══ SUPPLIED RECORDS ══
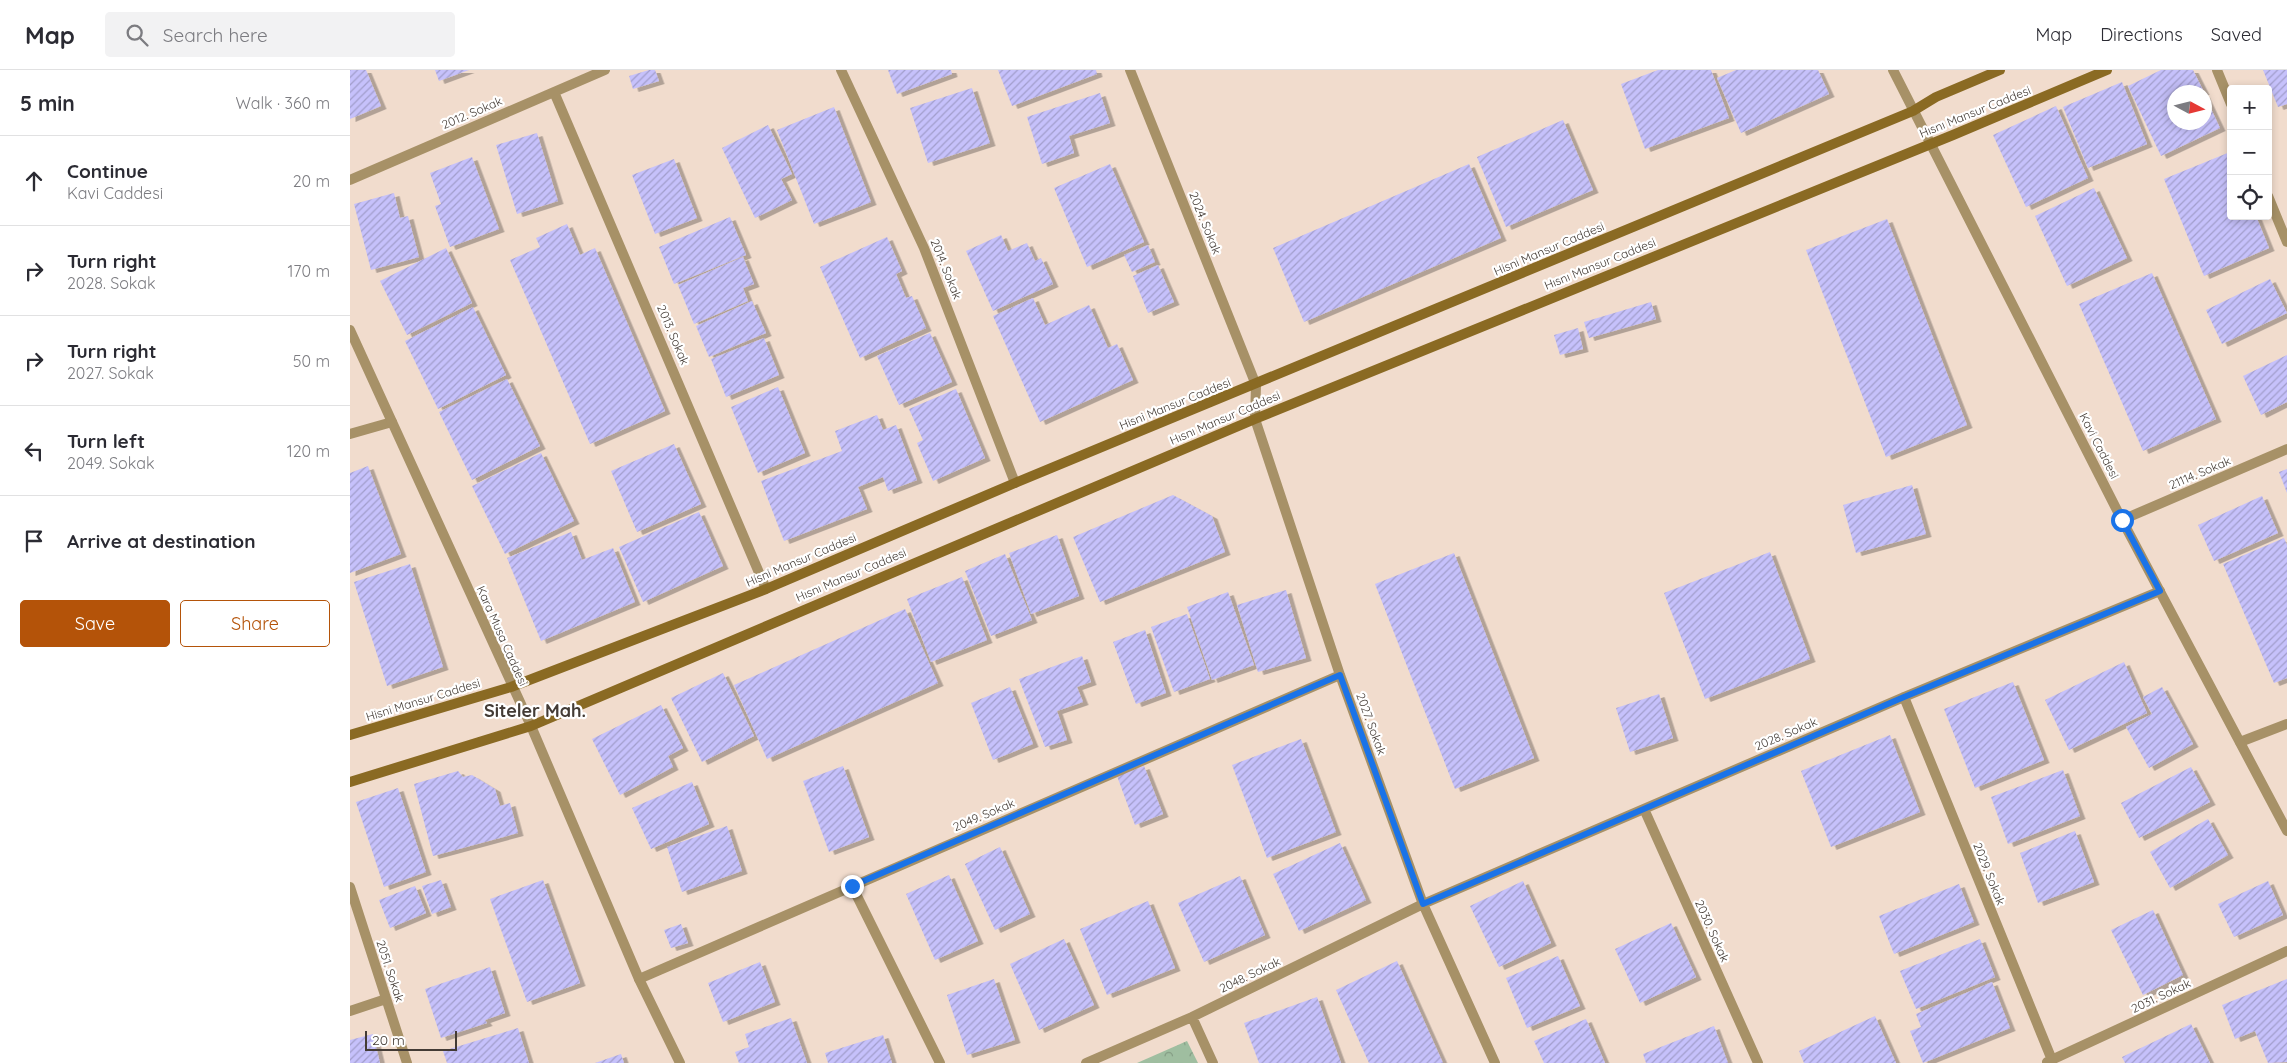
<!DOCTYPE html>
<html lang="en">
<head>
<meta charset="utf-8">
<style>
	:root { --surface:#fff; --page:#f2f2f3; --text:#2b2b33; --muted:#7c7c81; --line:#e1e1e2; --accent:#b45309 }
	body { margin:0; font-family:Quicksand,sans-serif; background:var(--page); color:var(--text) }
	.controls { position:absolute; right:15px; top:15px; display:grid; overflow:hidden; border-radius:5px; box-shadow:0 2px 8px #0003 }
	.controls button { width:45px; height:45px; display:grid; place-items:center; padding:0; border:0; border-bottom:1px solid var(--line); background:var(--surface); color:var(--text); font:25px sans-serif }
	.compass { position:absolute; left:1817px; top:15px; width:45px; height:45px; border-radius:50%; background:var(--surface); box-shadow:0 2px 8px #0003; rotate:97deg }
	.scale { position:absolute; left:15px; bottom:12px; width:92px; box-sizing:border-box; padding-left:5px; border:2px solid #433b35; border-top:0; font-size:14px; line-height:18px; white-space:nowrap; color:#433b35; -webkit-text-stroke:4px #fff; paint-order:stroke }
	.stop { position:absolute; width:15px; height:15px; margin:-11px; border:4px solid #1a73e8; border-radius:50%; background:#fff }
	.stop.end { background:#1a73e8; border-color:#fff; box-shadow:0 1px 5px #0008 }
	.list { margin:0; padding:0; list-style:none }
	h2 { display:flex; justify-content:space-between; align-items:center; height:65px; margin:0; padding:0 20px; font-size:21px }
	h2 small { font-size:16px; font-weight:400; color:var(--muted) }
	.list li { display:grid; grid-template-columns:32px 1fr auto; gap:15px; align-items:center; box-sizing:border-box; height:90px; padding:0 20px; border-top:1px solid var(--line) }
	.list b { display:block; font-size:19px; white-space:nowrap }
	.list p { margin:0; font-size:16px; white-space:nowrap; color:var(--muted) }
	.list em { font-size:16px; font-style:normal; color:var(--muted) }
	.actions { display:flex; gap:10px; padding:15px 20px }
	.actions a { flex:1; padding:11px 0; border:1px solid var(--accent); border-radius:5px; text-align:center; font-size:18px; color:var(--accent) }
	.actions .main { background:var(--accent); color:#fff }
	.icon { flex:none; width:28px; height:28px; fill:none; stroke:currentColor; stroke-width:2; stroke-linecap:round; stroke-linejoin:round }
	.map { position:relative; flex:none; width:1937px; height:993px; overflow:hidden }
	header { display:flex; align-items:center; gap:30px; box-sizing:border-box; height:70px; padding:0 25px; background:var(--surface); border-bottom:1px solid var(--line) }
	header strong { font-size:24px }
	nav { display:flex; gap:28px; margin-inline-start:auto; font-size:18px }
	.search { width:350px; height:45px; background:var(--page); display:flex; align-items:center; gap:12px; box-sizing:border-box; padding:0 18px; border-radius:5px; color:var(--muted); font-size:19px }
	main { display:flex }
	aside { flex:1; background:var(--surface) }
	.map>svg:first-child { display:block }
</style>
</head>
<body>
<header>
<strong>Map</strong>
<div class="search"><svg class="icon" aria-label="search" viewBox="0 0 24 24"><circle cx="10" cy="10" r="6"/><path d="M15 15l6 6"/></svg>Search here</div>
<nav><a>Map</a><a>Directions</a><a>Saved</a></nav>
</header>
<main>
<aside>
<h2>5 min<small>Walk · 360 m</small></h2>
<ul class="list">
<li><svg class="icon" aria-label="ahead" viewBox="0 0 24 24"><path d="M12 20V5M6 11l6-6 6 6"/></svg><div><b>Continue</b><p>Kavi Caddesi</p></div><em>20 m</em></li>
<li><svg class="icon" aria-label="right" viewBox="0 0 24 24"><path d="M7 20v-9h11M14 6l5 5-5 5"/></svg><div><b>Turn right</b><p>2028. Sokak</p></div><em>170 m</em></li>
<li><svg class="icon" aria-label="right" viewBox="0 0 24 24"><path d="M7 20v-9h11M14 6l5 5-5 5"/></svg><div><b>Turn right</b><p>2027. Sokak</p></div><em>50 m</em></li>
<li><svg class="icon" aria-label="left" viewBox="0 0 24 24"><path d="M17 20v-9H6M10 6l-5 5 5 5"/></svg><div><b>Turn left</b><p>2049. Sokak</p></div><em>120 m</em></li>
<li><svg class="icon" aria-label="arrive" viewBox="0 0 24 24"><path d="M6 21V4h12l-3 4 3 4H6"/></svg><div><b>Arrive at destination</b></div></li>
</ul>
<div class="actions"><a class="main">Save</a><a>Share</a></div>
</aside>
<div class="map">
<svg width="1937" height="993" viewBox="0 0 1937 993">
	<defs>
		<pattern id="park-crowns" width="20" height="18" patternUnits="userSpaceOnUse" patternTransform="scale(1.25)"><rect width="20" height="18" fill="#9fbea0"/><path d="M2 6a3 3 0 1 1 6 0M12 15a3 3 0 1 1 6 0" fill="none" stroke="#839c83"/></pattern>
		<pattern id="building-hatch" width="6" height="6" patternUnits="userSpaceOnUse" patternTransform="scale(1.25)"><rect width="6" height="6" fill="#c6c1fb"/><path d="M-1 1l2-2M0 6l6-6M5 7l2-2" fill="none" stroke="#a29ecc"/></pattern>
		<filter id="shadow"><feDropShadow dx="5.5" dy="3" stdDeviation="0" flood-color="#0004"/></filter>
	</defs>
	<rect width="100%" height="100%" fill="#f1dccd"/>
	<path fill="url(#park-crowns)" d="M837,971L848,993H787Z"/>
	<path fill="url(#building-hatch)" filter="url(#shadow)" d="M0,0H16L31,36L0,49Z
		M85,0H119L89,11Z
		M299,0H305L309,11L283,19L279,6Z
		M538,0H601L602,4L547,24Z
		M648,0H746L747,4L662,36Z
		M1308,0H1361L1379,48L1295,79L1271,14Z
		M1386,0H1468L1479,24L1391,63L1367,8Z
		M1811,0H1843L1854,22H1824V52H1854V24L1870,58L1811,86L1778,16Z
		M1913,0H1937V34L1928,37Z
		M1772,12L1797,74L1738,98L1713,37Z
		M622,18L640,73L578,93L560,38Z
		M750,23L760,53L719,66L724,83L692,94L677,47Z
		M1706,36L1738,108L1676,137L1643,65Z
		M484,37L521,132L464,154L427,60Z
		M1213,50L1243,120L1156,157L1127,87Z
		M418,55L442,104L431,109L442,130L405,148L372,78Z
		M187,63L208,131L167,144L146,75Z
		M1880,82L1881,146H1906L1919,178L1854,206L1814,109Z
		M122,87L149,159L100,177L85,136L91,134L80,103Z
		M324,89L347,148L305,164L282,105Z
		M760,94L794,172L737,197L704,118Z
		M1119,94L1151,168L954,252L923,178Z
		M1744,118L1777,188L1717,216L1685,146Z
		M44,123L50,148L58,146L69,187L21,200L4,134Z
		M380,147L396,185L324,214L309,177Z
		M1537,149L1617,355L1536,387L1456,180Z
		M217,154L230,185L245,178L315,341L240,374L160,190L190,177L186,168Z
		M651,165L658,181L677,173L685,191L691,188L703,214L643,241L616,181Z
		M537,167L552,201L546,204L556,228L562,226L576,258L510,288L470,197Z
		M798,175L805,192L782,202L774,185Z
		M96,178L122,233L57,265L30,211Z
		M393,187L404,214L393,218L398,231L344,254L328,215Z
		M808,195L824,232L798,243L783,206Z
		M1802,203L1866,349L1793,381L1729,234Z
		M1920,209L1937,243L1872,274L1856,240Z
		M683,228L695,255L739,235L758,278L767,274L783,310L690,352L643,246Z
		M402,231L416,263L359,287L346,256Z
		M1301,232L1306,249L1239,268L1234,252Z
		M123,237L156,305L88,339L55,271Z
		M1228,258L1233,279L1210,285L1204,265Z
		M580,263L602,312L549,335L527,286Z
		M414,268L429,305L376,327L361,289Z
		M1937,285V332L1911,345L1893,306Z
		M157,309L190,376L122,410L89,342Z
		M428,317L455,383L408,403L381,337Z
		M606,319L635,388L583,411L567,373L573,370L559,339Z
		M527,345L533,360L546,355L567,410L538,421L533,407L508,417L517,439L434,471L411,411L492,381L485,361Z
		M324,374L351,434L287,462L261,401Z
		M191,383L224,451L155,484L122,416Z
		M18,396L51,484L0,503V403Z
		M1937,399V423L1929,402Z
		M1562,415L1576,464L1506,483L1493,435Z
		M823,425L862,446L875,482L750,532L723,467Z
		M1912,426L1928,463L1864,491L1848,455Z
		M349,442L373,496L293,532L269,477Z
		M221,462L232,490L263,478L285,532L191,571L157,488Z
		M707,465L729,526L681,544L659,483Z
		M1934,468L1937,475V608L1924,613L1873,494Z
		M1420,482L1460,589L1355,629L1314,523Z
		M1104,483L1184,688L1105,719L1025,514Z
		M655,484L682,550L641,566L615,501Z
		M60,494L93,597L37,616L4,512Z
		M612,507L637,570L581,592L557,529Z
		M936,520L956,588L908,602L887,535Z
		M878,522L904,595L862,610L837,537Z
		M555,539L588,613L417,689L384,615Z
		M837,544L860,609L824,622L801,557Z
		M795,560L816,623L786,634L763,572Z
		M732,586L741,612L727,617L733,632L707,641L717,670L695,677L669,609Z
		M1774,592L1797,643L1719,680L1695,630Z
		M373,603L404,666L352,692L321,628Z
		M1663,612L1694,690L1625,718L1594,639Z
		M660,617L683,674L643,690L621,633Z
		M1812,617L1843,674L1799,698L1776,657L1802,644L1793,627Z
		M1309,624L1323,668L1280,682L1266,638Z
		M311,635L333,678L318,686L323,697L270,725L242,669Z
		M1540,665L1570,742L1481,777L1451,701Z
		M951,669L986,762L917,788L882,695Z
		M493,696L519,767L479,782L453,711Z
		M794,696L813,744L785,755L767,706Z
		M1841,697L1860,732L1789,768L1771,733Z
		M1713,700L1730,746L1658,774L1641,727Z
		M108,701L113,707L122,705L145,719L150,736L160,733L168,763L83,786L64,714Z
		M342,712L359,754L301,779L282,738Z
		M48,718L76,802L34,817L6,732Z
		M1858,749L1878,785L1820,818L1800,782Z
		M377,756L392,801L332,822L317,777Z
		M1725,761L1744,812L1688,833L1670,783Z
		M990,773L1016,830L949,861L923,804Z
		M650,777L680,844L645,860L615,794Z
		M599,805L628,871L585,890L556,824Z
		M890,806L915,865L854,892L828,833Z
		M91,810L101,837L82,844L72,816Z
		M193,810L230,913L177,932L140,829Z
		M1173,811L1201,873L1149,897L1120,836Z
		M1918,811L1933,845L1884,867L1868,834Z
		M1609,814L1624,852L1544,884L1529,846Z
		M65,816L76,843L40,858L29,830Z
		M798,831L825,898L757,925L730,859Z
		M1803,840L1833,905L1793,925L1761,860Z
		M1321,853L1346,907L1290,933L1265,879Z
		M331,854L338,873L321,878L314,860Z
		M714,869L744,935L689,960L660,894Z
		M1630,869L1645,907L1566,939L1550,901Z
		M1208,886L1230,936L1177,958L1156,908Z
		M1047,891L1093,993H1019L986,920Z
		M410,892L425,932L373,952L358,913Z
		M140,897L155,943L135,950L137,953L91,968L75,919Z
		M644,909L665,970L617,985L597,925Z
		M1937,909V992L1918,993L1905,961L1885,969L1872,935Z
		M1642,912L1660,958L1573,993L1560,961L1571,957L1566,944Z
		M967,927L991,993H909L894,953Z
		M1525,946L1546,993H1454L1449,981Z
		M441,948L457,993H389L385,982L399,977L395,964Z
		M1236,949L1255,993H1194L1184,971Z
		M1841,954L1860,993H1775L1772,987Z
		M1364,956L1378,993H1296L1293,984Z
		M168,958L179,993H97L93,981Z
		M23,964L30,993H0V970Z
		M533,965L542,993H478L475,983Z
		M271,984L274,993H245Z"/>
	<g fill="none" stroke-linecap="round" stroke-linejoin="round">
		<path stroke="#a79167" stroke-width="10" d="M491,0L574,178L665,413
			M780,0L906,315L905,349L990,605L1073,834L1145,993
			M1867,0L1881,34
			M204,22L416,519
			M0,110L255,0
			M1918,126L1937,172
			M0,364L42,352
			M1772,450L1937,379
			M1554,627L1702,990
			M1890,672L1937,654
			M1294,739L1408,993
			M502,816L590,993
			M0,817L57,993
			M289,909L990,605
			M0,941L36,929
			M842,947L863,993
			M1697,992L1937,881
			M736,993L842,947L1073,834L1554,627L1810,521"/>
		<path stroke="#a79167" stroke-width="10" d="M1543,0L1772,450L1937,761
			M0,260L181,656L289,909L330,993"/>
		<path stroke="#8a6a23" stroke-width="10" d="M0,665L161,617L416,519L665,413L1563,41L1586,27L1650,0
			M0,712L181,656L905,349L1603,65L1757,0"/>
	</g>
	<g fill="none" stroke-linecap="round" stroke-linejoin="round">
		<path stroke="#1a73e8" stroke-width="6" d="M502,816L990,605L1073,834L1554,627L1810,521L1772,450"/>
	</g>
	<g text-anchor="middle" stroke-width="4.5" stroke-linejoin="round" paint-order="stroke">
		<g font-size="12" fill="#433b35" stroke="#fff">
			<text transform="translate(1625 42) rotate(-22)" y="4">Hısnı Mansur Caddesi</text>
			<text transform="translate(122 43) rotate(-23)" y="4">2012. Sokak</text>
			<text transform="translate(855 153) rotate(68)" y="4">2024. Sokak</text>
			<text transform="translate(1199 179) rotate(-23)" y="4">Hisni Mansur Caddesi</text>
			<text transform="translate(1250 194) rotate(-22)" y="4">Hısnı Mansur Caddesi</text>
			<text transform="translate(596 199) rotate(68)" y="4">2014. Sokak</text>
			<text transform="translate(323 265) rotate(67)" y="4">2013. Sokak</text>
			<text transform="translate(825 334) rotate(-22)" y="4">Hisni Mansur Caddesi</text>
			<text transform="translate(875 348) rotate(-23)" y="4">Hısnı Mansur Caddesi</text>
			<text transform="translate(1749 376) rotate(63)" y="4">Kavi Caddesi</text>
			<text transform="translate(1850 403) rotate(-23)" y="4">21114. Sokak</text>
			<text transform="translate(451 490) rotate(-23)" y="4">Hisni Mansur Caddesi</text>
			<text transform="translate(501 505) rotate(-23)" y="4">Hısnı Mansur Caddesi</text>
			<text transform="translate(152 566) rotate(66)" y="4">Kara Musa Caddesi</text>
			<text transform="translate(73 630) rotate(-17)" y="4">Hisni Mansur Caddesi</text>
			<text transform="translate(1021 654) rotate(70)" y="4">2027. Sokak</text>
			<text transform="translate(1436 664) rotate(-23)" y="4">2028. Sokak</text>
			<text transform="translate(634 745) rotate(-23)" y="4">2049. Sokak</text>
			<text transform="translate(1639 804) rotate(68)" y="4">2029. Sokak</text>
			<text transform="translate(1362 861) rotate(66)" y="4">2030. Sokak</text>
			<text transform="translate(40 901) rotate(72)" y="4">2051. Sokak</text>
			<text transform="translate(900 905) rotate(-26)" y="4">2048. Sokak</text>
			<text transform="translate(1811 926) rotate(-25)" y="4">2031. Sokak</text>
		</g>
		<g font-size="18" font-weight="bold" fill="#433b35" stroke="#fff">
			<text x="185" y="647">Siteler Mah.</text>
		</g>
	</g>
</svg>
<div class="controls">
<button>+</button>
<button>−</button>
<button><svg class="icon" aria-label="locate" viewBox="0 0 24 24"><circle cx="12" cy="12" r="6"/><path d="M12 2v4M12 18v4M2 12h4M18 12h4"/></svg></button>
</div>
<svg class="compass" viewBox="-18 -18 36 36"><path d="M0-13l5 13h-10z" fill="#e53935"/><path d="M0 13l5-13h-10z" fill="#7c7c81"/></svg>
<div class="scale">20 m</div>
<div class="stop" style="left:1772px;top:450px"></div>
<div class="stop end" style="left:502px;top:816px"></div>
</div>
</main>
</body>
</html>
═══
◆ WORK REQUEST:
The lines above, starting at the one with "flex:1; padding:11px 0;" and ending at the one with "flex:none; width:28px; height:28px;", are the only ones to return, exactly as written.

◆ RESPONSE TO THE EXERCISE:
	.actions a { flex:1; padding:11px 0; border:1px solid var(--accent); border-radius:5px; text-align:center; font-size:18px; color:var(--accent) }
	.actions .main { background:var(--accent); color:#fff }
	.icon { flex:none; width:28px; height:28px; fill:none; stroke:currentColor; stroke-width:2; stroke-linecap:round; stroke-linejoin:round }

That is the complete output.